Nvidia’s keynote at GTC held some surprises

“I hope you realize this is not a concert,” said Nvidia president Jensen Huang to an audience so large, it filled up the SAP Center in San Jose. This is how he introduced what is perhaps the complete opposite of a concert: the company’s GTC event. “You have arrived at a developers conference. There will be a lot of science describing algorithms, computer architecture, mathematics. I sense a very heavy weight in the room; all of a sudden, you’re in the wrong place.”

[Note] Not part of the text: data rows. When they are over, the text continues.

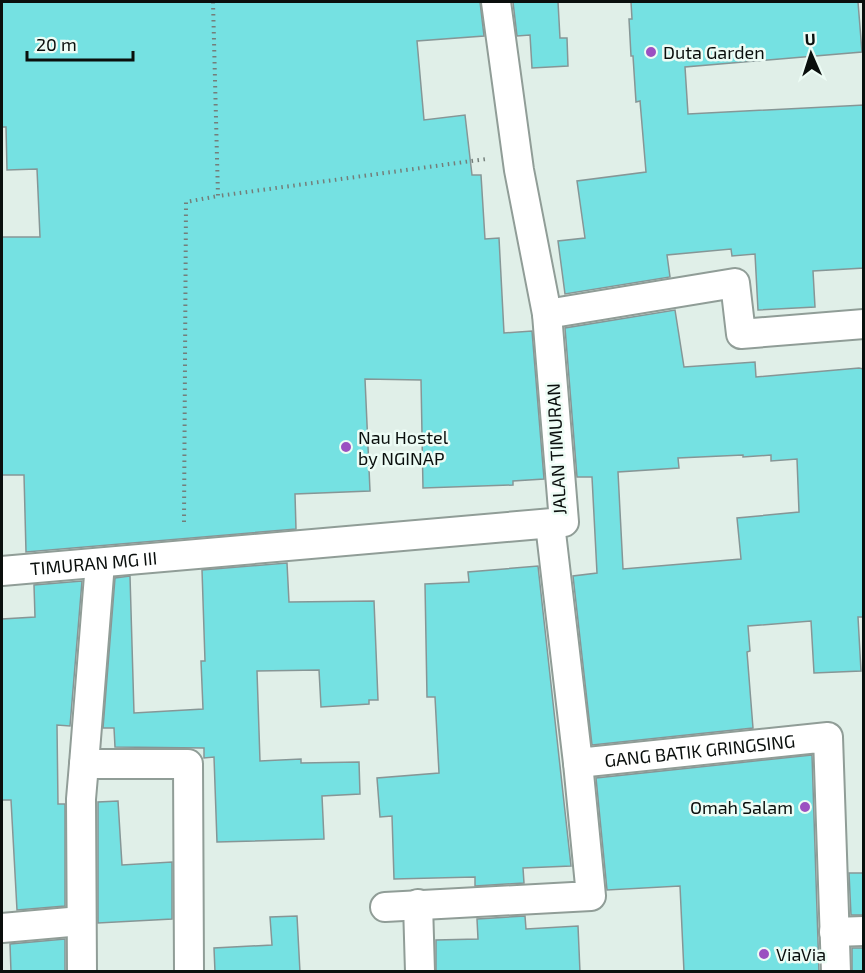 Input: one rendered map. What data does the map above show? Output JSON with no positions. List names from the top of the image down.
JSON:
{
  "streets": {
    "street": ["JALAN TIMURAN", "TIMURAN MG III", "GANG BATIK GRINGSING"]
  },
  "crossings": [
    ["JALAN TIMURAN", "TIMURAN MG III"],
    ["JALAN TIMURAN", "GANG BATIK GRINGSING"]
  ],
  "places": [
    "Duta Garden",
    "Nau Hostel by NGINAP",
    "Omah Salam",
    "ViaVia"
  ],
  "scale_bar": "20 m",
  "north": "top"
} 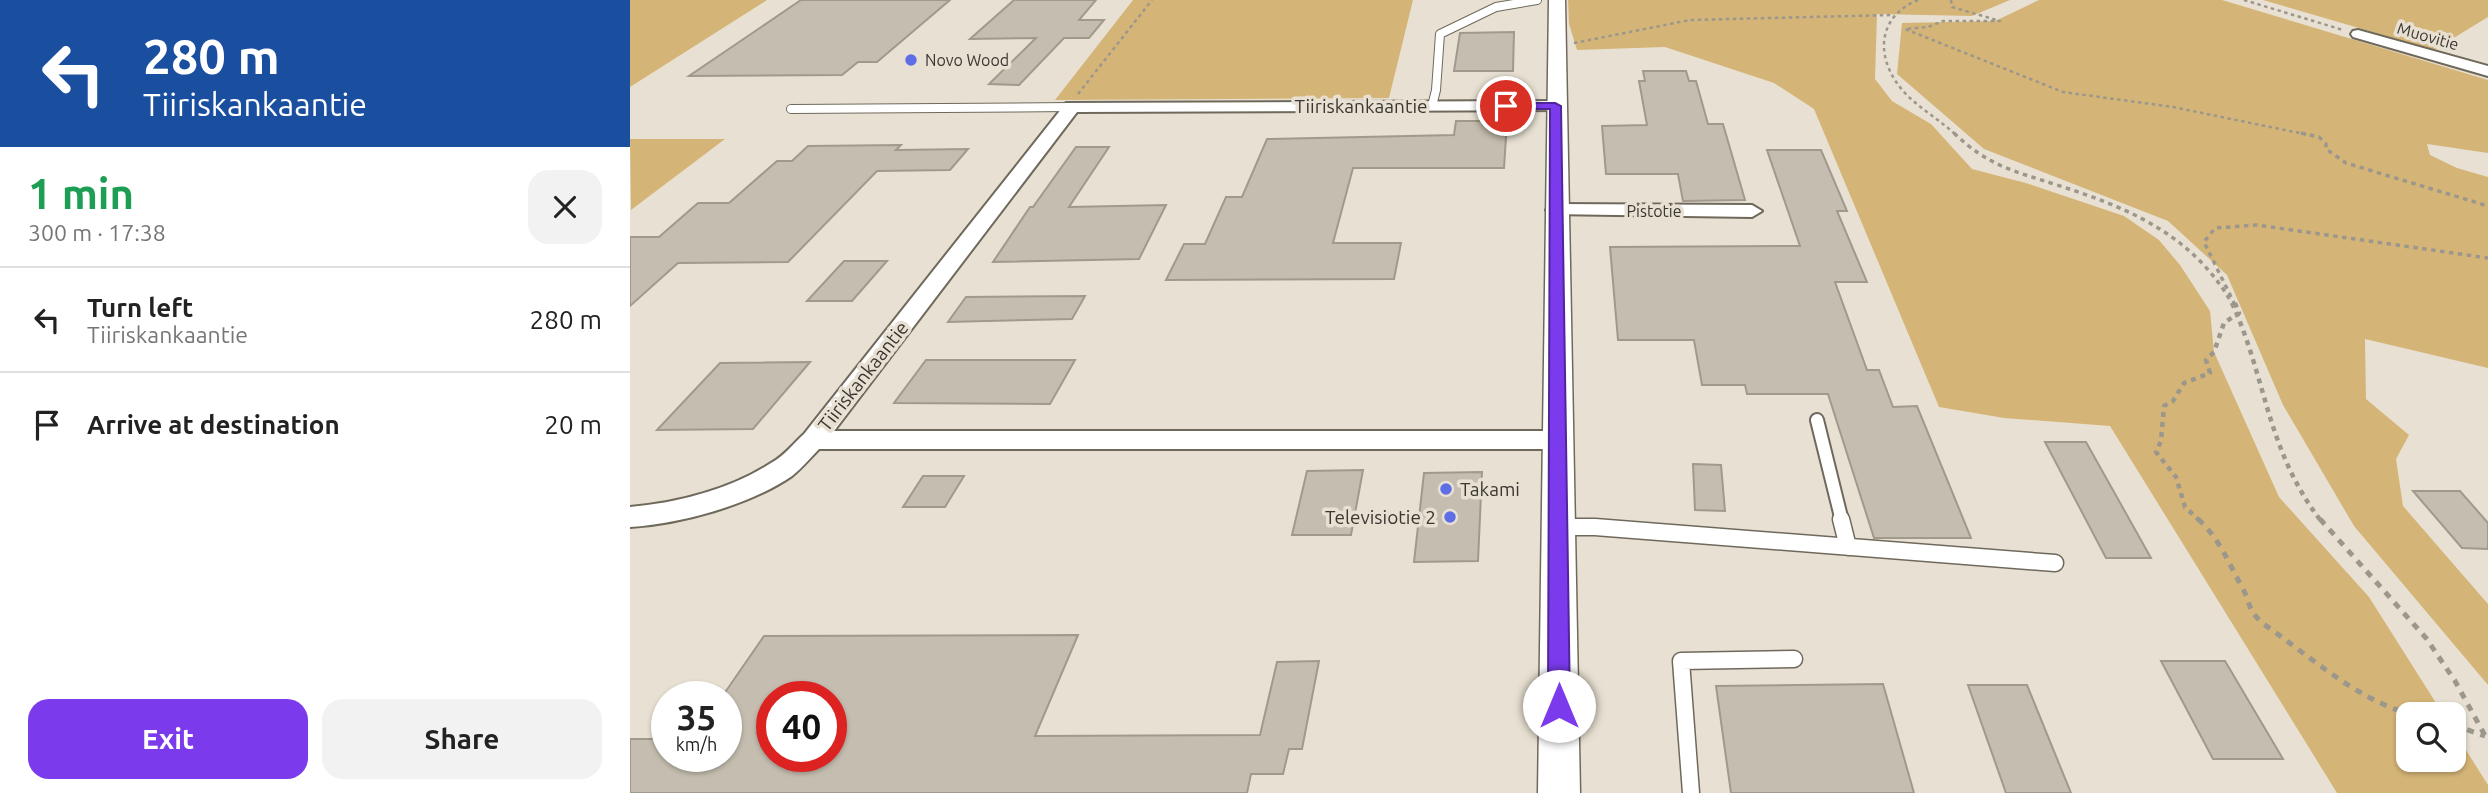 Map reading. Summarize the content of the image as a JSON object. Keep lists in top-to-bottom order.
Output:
{
  "streets": {
    "street": ["Muovitie", "Tiiriskankaantie", "Pistotie"]
  },
  "places": ["Novo Wood", "Takami", "Televisiotie 2"],
  "page": {
    "turn": ["280 m", "Tiiriskankaantie"],
    "heading": ["1 min", "300 m · 17:38"],
    "list": [
      {
        "name": "Turn left",
        "note": "Tiiriskankaantie",
        "value": "280 m"
      },
      {
        "name": "Arrive at destination",
        "value": "20 m"
      }
    ],
    "speed": "35 km/h",
    "limit": "40",
    "buttons": ["Exit", "Share"]
  }
} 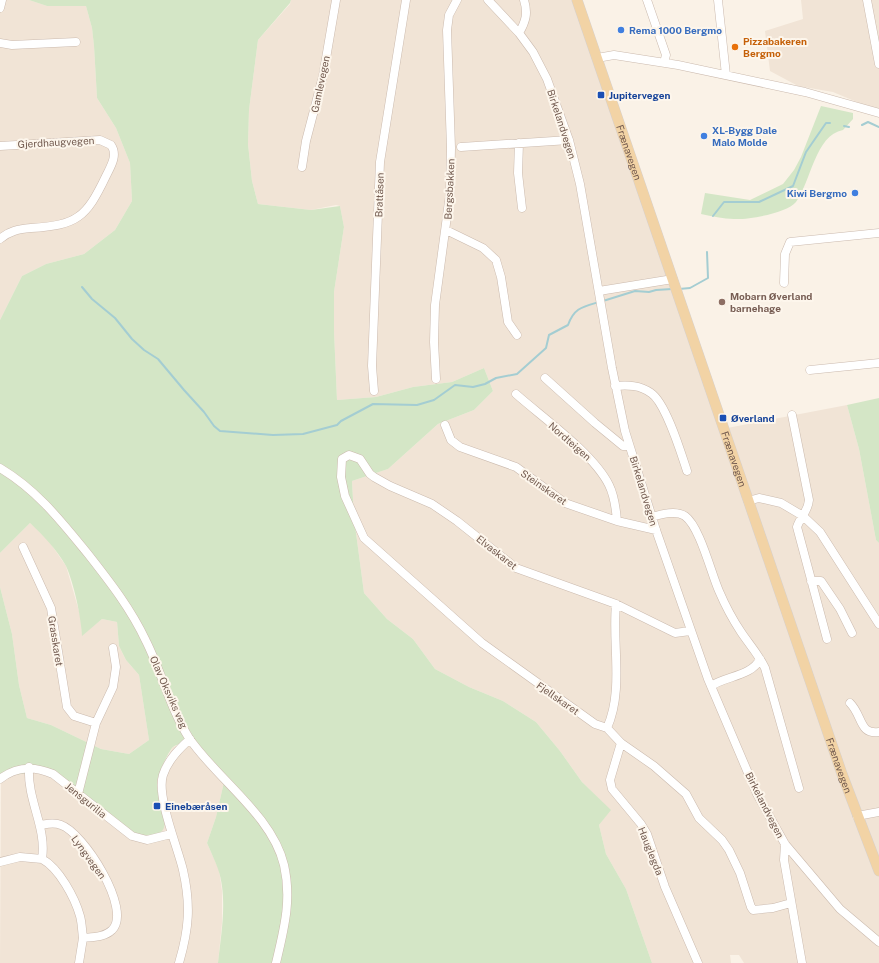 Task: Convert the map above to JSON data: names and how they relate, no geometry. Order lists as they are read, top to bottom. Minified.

It may not have been a rock concert, but the leather-jacket-wearing 61-year-old CEO of the world’s third-most-valuable company by market cap certainly had a fair number of fans in the audience. The company launched in 1993 with a mission to push general computing past its limits. “Accelerated computing” became the rallying cry for Nvidia: Wouldn’t it be great to make chips and boards that were specialized, rather than for a general purpose? Nvidia chips give graphics-hungry gamers the tools they need to play games in higher resolution, with higher quality, and higher frame rates.

Monday’s keynote was, in a way, a return to the company’s original mission. “I want to show you the soul of Nvidia, the soul of our company, at the intersection of computer graphics, physics, and artificial intelligence, all intersecting inside a computer.”

Then, for the next two hours, Huang did a rare thing: He nerded out. Hard. Anyone who came to the keynote expecting him to pull a Tim Cook, with a slick, audience-focused keynote, was bound to be disappointed. Overall, the keynote was tech-heavy, acronym-riddled, and unapologetically a developer conference.